Written By Culinary Pen on Monday, November 10, 2014 | 4:47:00 PM

Wow, the title for this post may be the most unappetizing thing I've written.  So let me give some explanation:

Over the summer, Bon Appetit had an image in a side column on chefs doing in-house fermentation.  It plotted different chefs' experiments on a scale ranging from mild to super funky, with David Chang's pork Butabushi and Chris Cosentino's Roman-style fish garum at the far end of the spectrum.  Nestled in the middle was the idea to ferment vegetables as you would sauerkraut, then juice these fermented veggies to create a sauce for fresh veggies.
Fermenting Chioggia Beets, Carrots, and White Turnips

It sounded so cool, I had to start my own batch.  In making saurkraut, you're creating a salt water brine and pickling the veggies with lacto-fermenting bacteria.  These good bacteria happily exist in a saline environment, which is inhospitable to bad bacteria.  Now, I've usually got a crock of cabbage slowly turning into sauerkraut, so I used the juice from that to kick-start the fermentation.  Cabbage cannot be beat as a source for naturally occurring lactobacillus that collect on their leaves.  So shred, add salt, and the cabbage and bacteria will basically take it from there.

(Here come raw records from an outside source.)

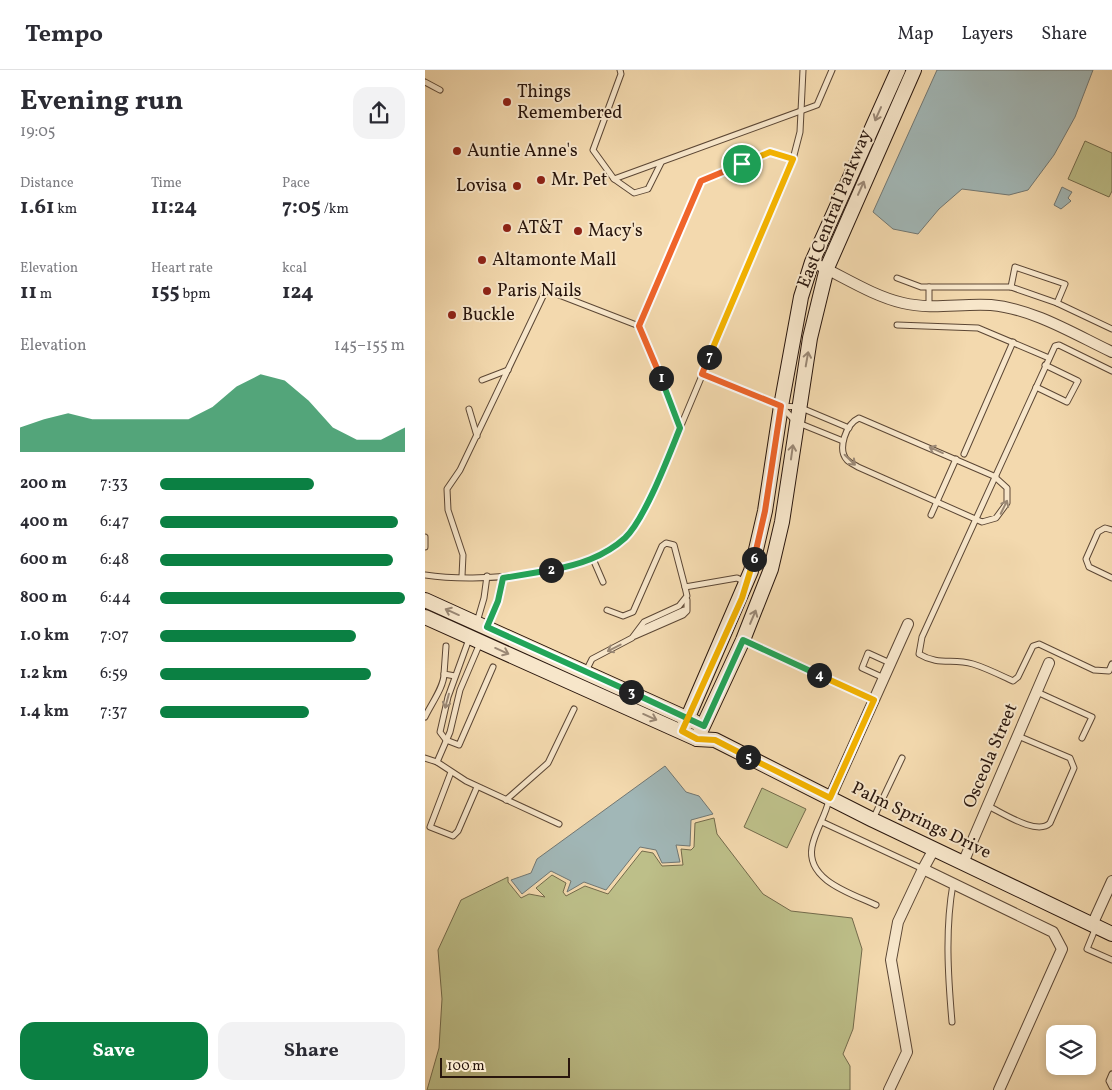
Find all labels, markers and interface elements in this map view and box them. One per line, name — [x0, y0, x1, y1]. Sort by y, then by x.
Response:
text: Tempo — [25, 18, 103, 52]
text: Map — [897, 22, 933, 47]
text: Layers — [961, 22, 1013, 47]
text: Share — [1041, 22, 1087, 47]
place label: Things Remembered — [517, 80, 622, 126]
text: Evening run — [20, 82, 184, 121]
button: share — [353, 87, 405, 139]
marker: Things Remembered — [501, 96, 513, 108]
one-way arrow — [872, 107, 882, 122]
text: 19:05 — [20, 121, 55, 143]
street label: East Central Parkway — [792, 126, 878, 292]
place label: Auntie Anne's — [467, 139, 578, 164]
pin — [721, 143, 763, 185]
marker: Auntie Anne's — [451, 145, 463, 157]
icon: arrive — [728, 150, 756, 178]
place label: Mr. Pet — [551, 168, 607, 193]
text: Distance — [20, 174, 74, 193]
text: Time — [151, 174, 182, 193]
text: Pace — [282, 174, 310, 193]
place label: Lovisa — [456, 174, 507, 199]
marker: Mr. Pet — [535, 174, 547, 186]
marker: Lovisa — [511, 180, 523, 192]
one-way arrow — [857, 181, 866, 196]
text: 1.61 — [20, 193, 54, 222]
text: 11:24 — [151, 193, 197, 222]
text: 7:05 — [282, 193, 321, 222]
text: km — [54, 200, 77, 219]
text: /km — [321, 200, 349, 219]
place label: AT&T — [517, 216, 563, 241]
place label: Macy's — [588, 219, 643, 244]
marker: AT&T — [501, 222, 513, 234]
marker: Macy's — [572, 225, 584, 237]
place label: Altamonte Mall — [492, 248, 616, 273]
marker: Altamonte Mall — [476, 254, 488, 266]
text: Elevation — [20, 259, 78, 278]
text: Heart rate — [151, 259, 213, 278]
text: kcal — [282, 259, 307, 278]
text: 11 — [20, 278, 37, 307]
text: 155 — [151, 278, 180, 307]
text: 124 — [282, 278, 314, 307]
place label: Paris Nails — [497, 279, 582, 304]
text: m — [37, 285, 52, 304]
text: bpm — [180, 285, 211, 304]
marker: Paris Nails — [481, 285, 493, 297]
place label: Buckle — [462, 303, 515, 328]
marker: Buckle — [446, 309, 458, 321]
text: Elevation — [20, 335, 87, 357]
text: 145–155 m — [334, 335, 405, 357]
pin: 7 — [697, 344, 721, 370]
text: 7 — [706, 348, 713, 367]
one-way arrow — [802, 352, 812, 368]
pin: 1 — [649, 366, 673, 390]
text: 1 — [659, 369, 664, 388]
one-way arrow — [787, 445, 797, 461]
one-way arrow — [929, 445, 944, 455]
one-way arrow — [844, 454, 856, 466]
text: 200 m — [20, 473, 67, 495]
text: 7:33 — [100, 473, 128, 495]
one-way arrow — [999, 500, 1009, 515]
text: 400 m — [20, 511, 68, 533]
text: 6:47 — [100, 511, 129, 533]
pin: 6 — [741, 546, 767, 572]
text: 600 m — [20, 549, 67, 571]
text: 6:48 — [100, 549, 129, 571]
text: 6 — [751, 550, 758, 569]
pin: 2 — [539, 558, 563, 582]
text: 2 — [548, 561, 555, 580]
text: 800 m — [20, 587, 67, 609]
text: 6:44 — [100, 587, 131, 609]
one-way arrow — [445, 606, 460, 616]
one-way arrow — [748, 610, 758, 625]
text: 1.0 km — [20, 625, 69, 647]
text: 7:07 — [100, 625, 129, 647]
one-way arrow — [607, 643, 622, 653]
one-way arrow — [494, 647, 509, 657]
pin: 4 — [807, 662, 831, 688]
text: 1.2 km — [20, 663, 68, 685]
text: 6:59 — [100, 663, 128, 685]
text: 4 — [815, 666, 824, 685]
pin: 3 — [619, 680, 643, 704]
text: 3 — [628, 683, 635, 702]
one-way arrow — [442, 693, 451, 709]
street label: Osceola Street — [958, 700, 1024, 812]
text: 1.4 km — [20, 701, 69, 723]
text: 7:37 — [100, 701, 128, 723]
one-way arrow — [642, 713, 657, 723]
pin: 5 — [735, 744, 761, 770]
text: 5 — [745, 748, 752, 767]
street label: Palm Springs Drive — [847, 776, 995, 866]
button: Save — [20, 1022, 208, 1080]
button: Share — [218, 1022, 405, 1080]
map controls — [1046, 1025, 1096, 1075]
button: layers — [1046, 1025, 1096, 1075]
scale bar — [440, 1055, 570, 1078]
text: 100 m — [447, 1057, 485, 1076]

So I did this first with carrots, adding a cup of raw sauerkraut brine to the chopped up carrots, then topping up the jar with plain salt water brine.  Four weeks later, I juiced them to sauce fresh roasted carrots.  It turned out so well, I did a second batch, along with a jar of chioggia beets and a jar of baby white turnips.  Oddly the beets lost their pink color and now seem white.  Perhaps regular red beets would have been more color-fast.

Theses photos are from the second time I made roasted carrots.  I scrubbed and trimmed a bunch of fresh carrots, tossed them in olive oil and roasted them at 400 F until they were tender and slightly brown.  While they roasted, I juiced a little more than a cup of fermented carrot chunks, and added a half cup of fresh carrots to the juicer for a fresh, sweet flavor.  Roasting carrots can dry them out in the oven, so I added an almond-sized knob of butter to the fermented/fresh carrot juice mix and poured it over the roasted carrots.  Back in the oven for five minutes, the carrots seemed to plump up with the added juice, although that could just be some of the pulp from the juice coating the surface.
Out of the oven the carrots have a really intense flavor.  Not very sour or tart, but savory, salty, and just barely pungent, as if a dab of horseradish was in the mix.  I've very excited to keep going with this and see how different vegetables respond to the fermenting/juicing/saucing process.